The chapter Operation Specifications provides abstract descriptions of the individual operations in this package.

Similar to cate.ds, the package cate.ops is a plugin package, only loaded if requested, and no module in package cate.core has any knowledge about the package cate.ops.

7.1.4. Package cate.cli

The package cate.cli comprises a main module, which implements the CCI Toolbox’ command-line interface.

The command-line interface is described in section Command-Line Interface.

7.1.5. Package cate.webapi

The package cate.webapi implements the CCI Toolbox’ WebAPI which implements a web service that allows using the CCI Toolbox Python API from the * Cate App GUI as well as * the interactive commands of the CLI.

7.1.6. Package cate.util

The cate.util package is fully application-independent and can be used stand-alone.

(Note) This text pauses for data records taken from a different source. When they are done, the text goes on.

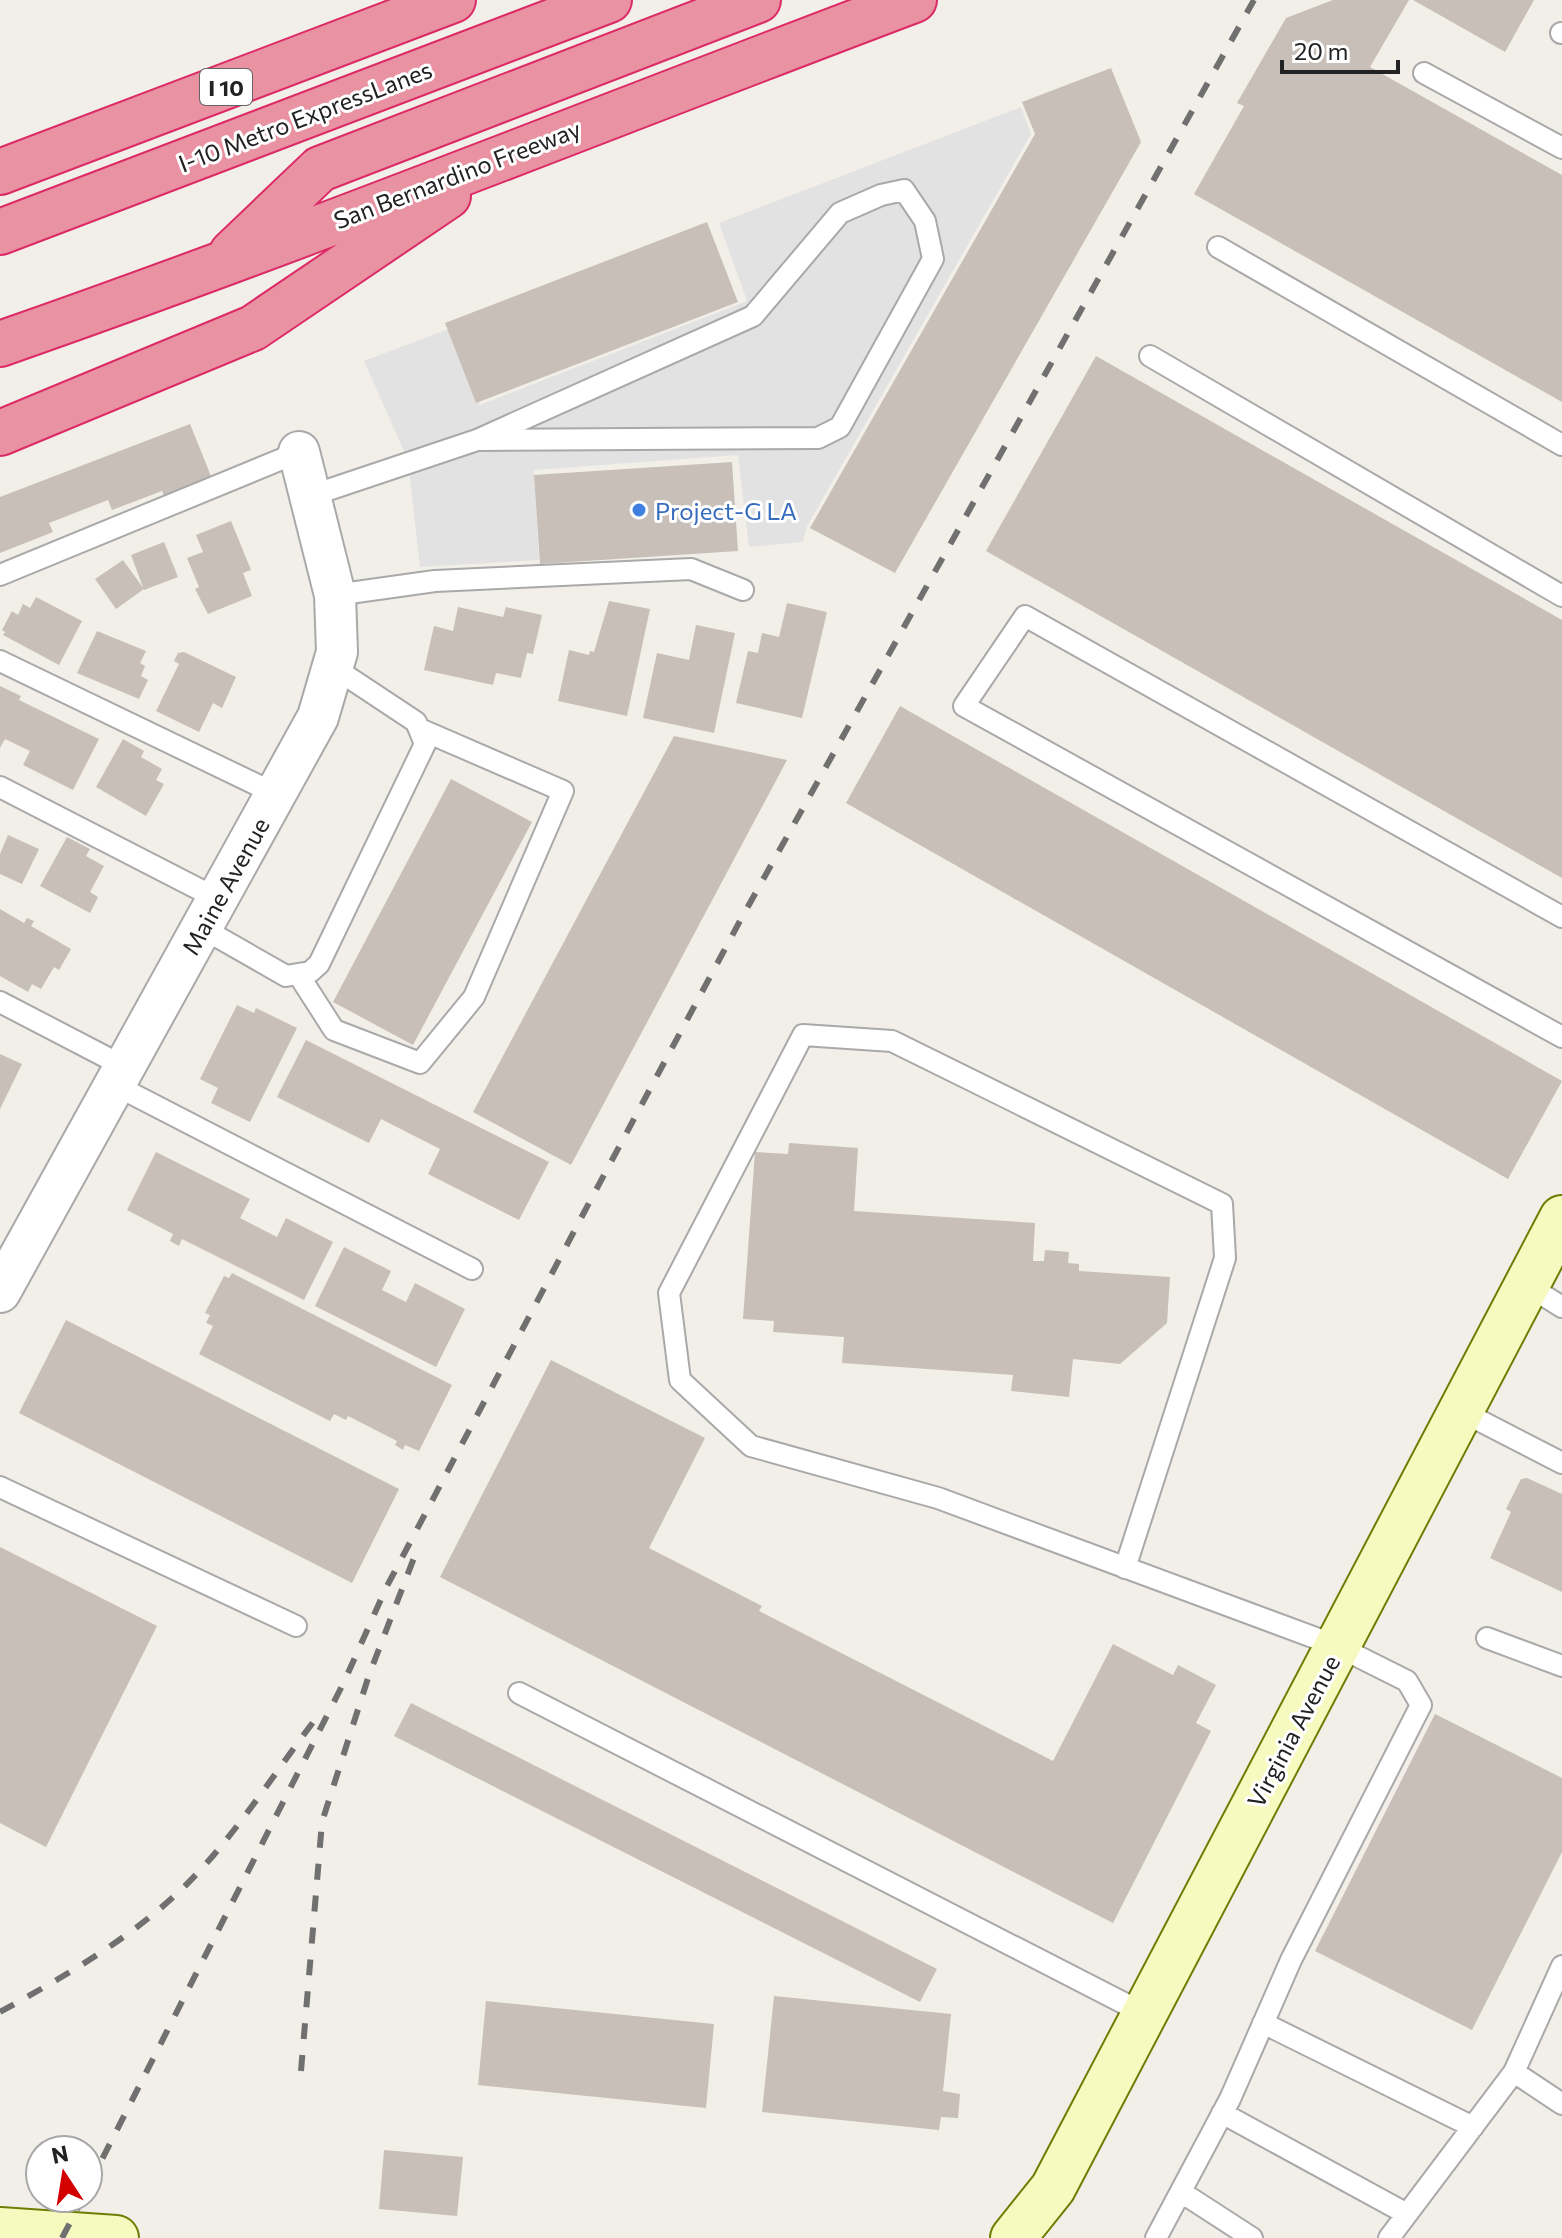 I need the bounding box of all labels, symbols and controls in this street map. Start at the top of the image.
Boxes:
scale bar [1282,24,1398,74]
text: 20 m [1294,36,1348,65]
street label: I-10 Metro ExpressLanes [174,54,436,178]
road number: I 10 [200,69,252,105]
street label: San Bernardino Freeway [329,113,585,235]
place label: Project-G LA [655,496,797,525]
marker: Project-G LA [630,501,648,519]
street label: Maine Avenue [175,812,275,960]
street label: Virginia Avenue [1241,1650,1345,1812]
north arrow [24,2134,104,2214]
text: N [49,2139,71,2169]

Numerous, CCI Toolbox API functions take a monitor argument used for progress monitoring of mostly long-running tasks. The cate.util.monitor package defines the Monitor class.

7.1.7. Package cate.conf

The cate.conf package provides Cate’s configuration API. The cate.conf.defaults module defines the default values for Cate’s configuration parameters.

7.2. Common Data Model

The primary data source of the first releases of the CCI Toolbox are the data products delivered by the ESA CCI programme. Later in the project, the CCI Toolbox will also address other datasets.

The majority of the gridded ECV datasets from ESA CCI are in netCDF-CF format, which is a de-factor standard in climate science. The datasets of the Land Cover CCI are provided in GeoTIFF format and the Glaciers and Ice Sheets CCIs deliver their datasets in ESRI Shapefile format.

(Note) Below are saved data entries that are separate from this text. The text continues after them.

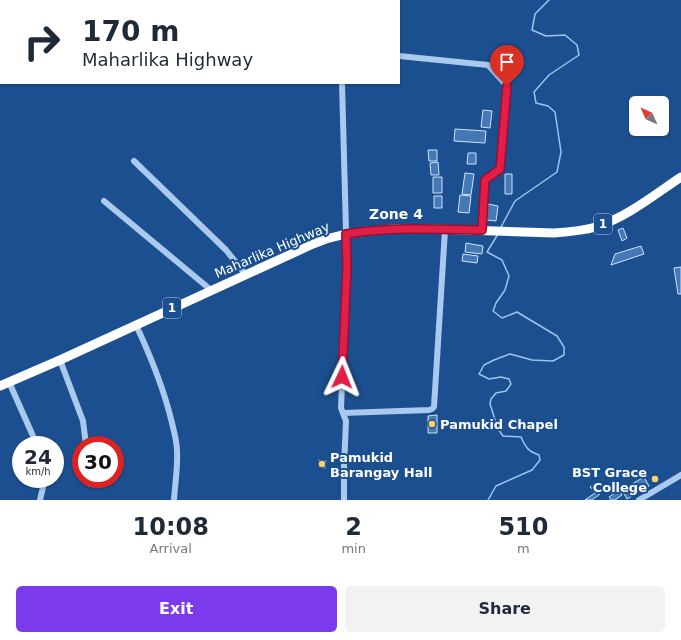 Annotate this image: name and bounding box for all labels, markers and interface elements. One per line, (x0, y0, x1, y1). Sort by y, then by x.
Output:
text: 170 m (82, 15, 179, 48)
icon: right (16, 16, 68, 68)
pin (490, 45, 524, 86)
text: Maharlika Highway (82, 49, 253, 70)
icon: arrive (496, 51, 518, 73)
north arrow (629, 96, 669, 136)
map controls (629, 96, 669, 136)
district label: Zone 4 (369, 206, 423, 222)
road number: 1 (594, 214, 612, 234)
street label: Maharlika Highway (212, 219, 332, 281)
road number: 1 (163, 298, 181, 318)
position arrow (321, 356, 363, 398)
place label: Pamukid Chapel (440, 417, 558, 432)
marker: Pamukid Chapel (427, 419, 437, 429)
speed limit sign: 30 (72, 436, 124, 488)
text: 24 (24, 445, 52, 469)
place label: Pamukid Barangay Hall (330, 450, 432, 480)
marker: Pamukid Barangay Hall (317, 459, 327, 469)
place label: BST Grace College (572, 465, 647, 495)
text: km/h (25, 466, 51, 477)
marker: BST Grace College (650, 474, 660, 484)
text: 10:08 (132, 513, 209, 541)
text: 2 (345, 513, 362, 541)
text: 510 (498, 513, 548, 541)
text: Arrival (150, 541, 192, 556)
text: min (341, 541, 366, 556)
text: m (517, 541, 530, 556)
button: Exit (16, 586, 337, 632)
button: Share (345, 586, 665, 632)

Ideally, the CCI Toolbox could combine the various datasets in a single common data model so that an API could be designed that allows a uniform and transparent for data access. This would also allow to make a maximum of operations work on both raster and vector data.

As this sounds reasonable at first, the team has decided not go for such a grand unification as the way how gridded raster data is processed is substantially different from how vector data is processed. To make the majority of data operations applicable to both data types, rasterisation (or vectorisation) would need to occur implicitly and would need to be controlled by explicit operation parameters.

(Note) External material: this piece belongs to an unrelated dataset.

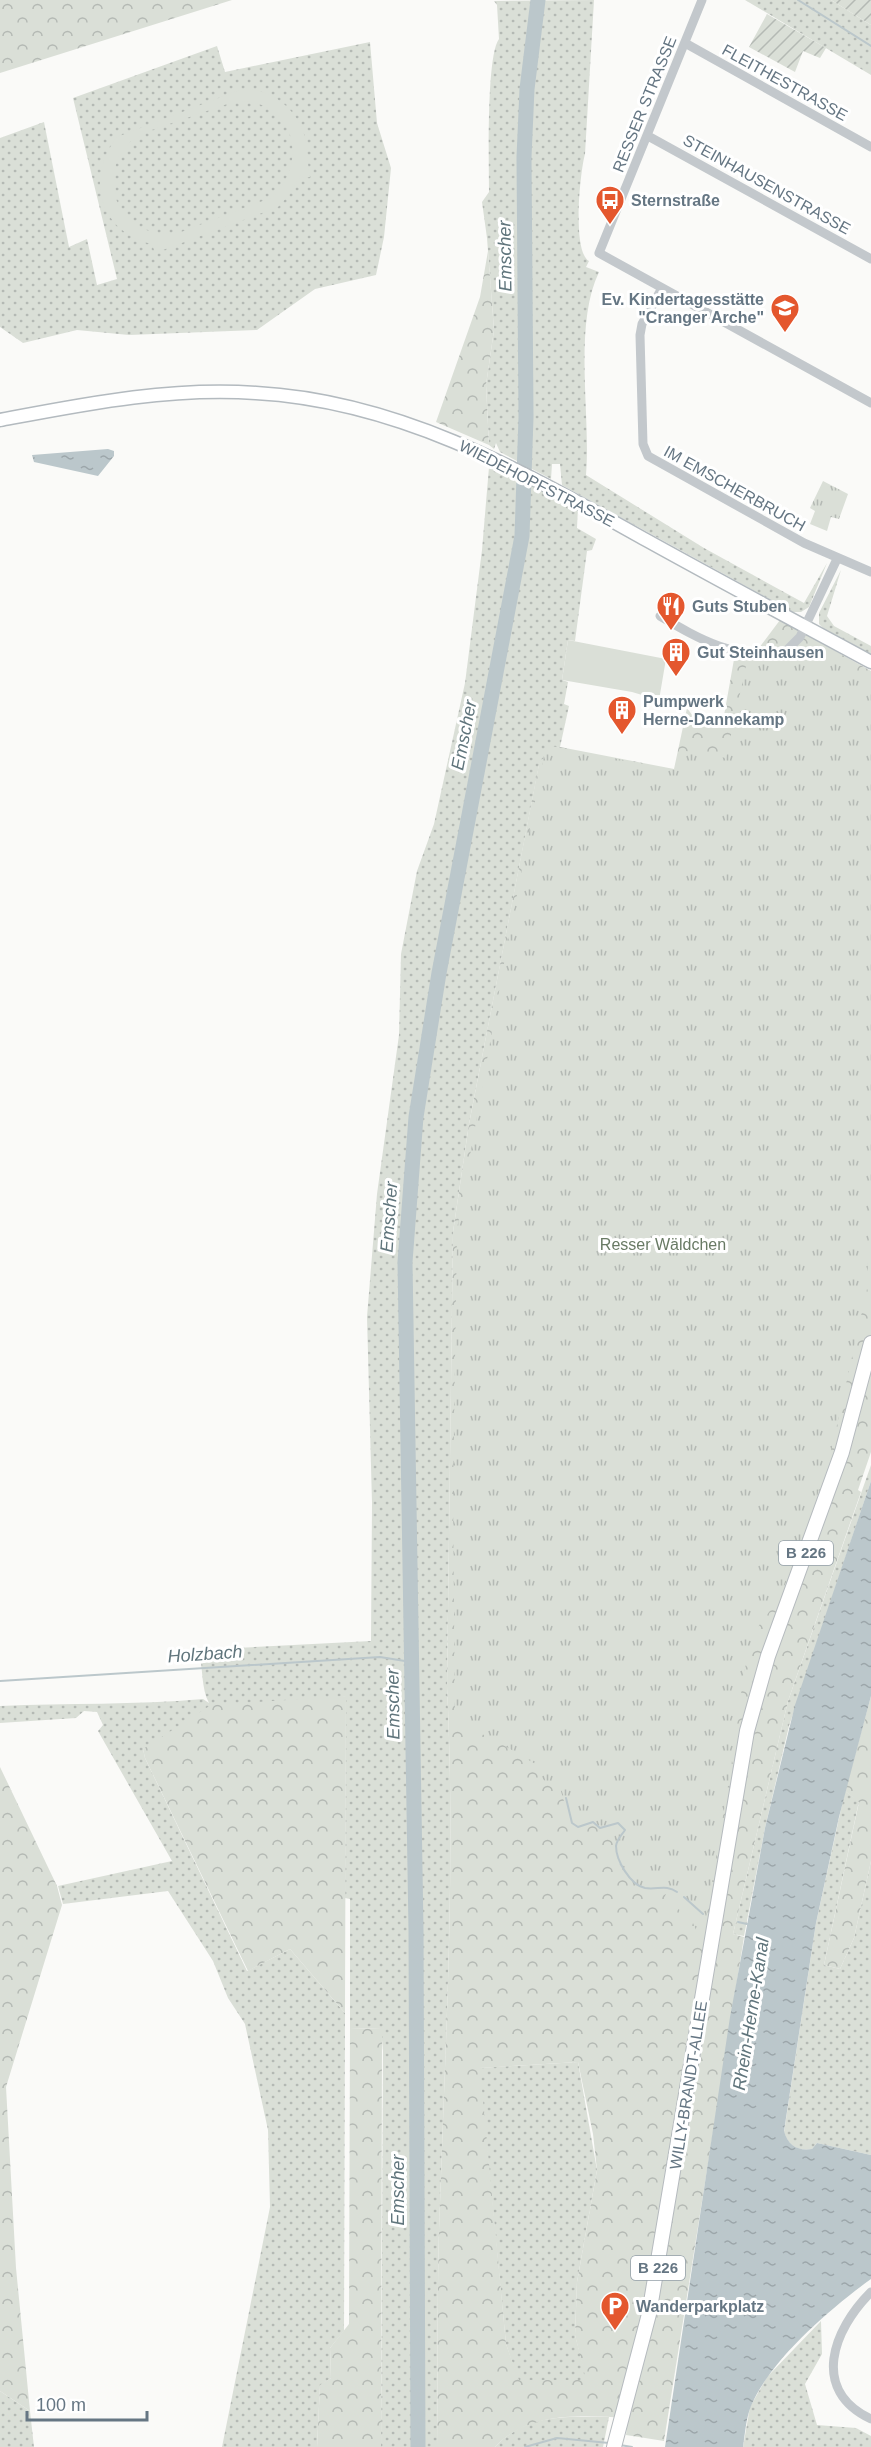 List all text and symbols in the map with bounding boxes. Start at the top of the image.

Instead, the CCI Toolbox stays with the Unidata Common Data Model and CF Conventions for raster data, and the Simple Features Standard (ISO 19125) for vector data. This is achieved by reusing the data models and APIs of the popular, geo-spatial Python libraries.

7.2.1. Raster Data

For the representation of raster or gridded data, the CCI Toolbox relies on the xarray Python library. xarray builds on top of numpy, the fundamental package for scientific computing with Python, and pandas, the Python Data Analysis Library.

The central data structure in the CCI Toolbox is xarray.Dataset, which is an in-memory representation of the data model from the netCDF file format. Because of its generality for multi-dimensional arrays, it is also well-suited to represent the GeoTIFF and other raster and gridded data formats. The xarray.Dataset structure is composed of the following elements and follows the Unidata Common Data Model:

Variables

are containers for the dataset’s geo-physical quantities. They are named, multi-dimensional arrays of type xarray.DataArray which behave quite like numpy ndarrays. The dataset variables are accessible through the data_vars attribute, which is mapping from variable name to the multi-dimensional data arrays.

Coordinates

To label the grid points contained in the variable arrays, coordinates are used. Coordinates are also xarray.DataArray instances and are accessible through the coords attribute, which is a mapping from coordinate names to the usually one-dimensional label arrays.

Dimensions

All dimensions used by the variables and coordinates arrays are named and have a size. The mapping from dimension name to size is accessible through the dims attribute.

Attributes

are used to hold metadata both for xarray.Dataset and xarray.DataArray instances. Attributes are accessed by the attrs attribute which is a mapping from attribute names to arbitrary values.

7.2.2. Vector Data

From version 1.0 on, the representation of vector data will be provided by utilising the GeoPandas Python library. Similar to xarray, also GeoPandas relies on pandas, the Python Data Analysis Library.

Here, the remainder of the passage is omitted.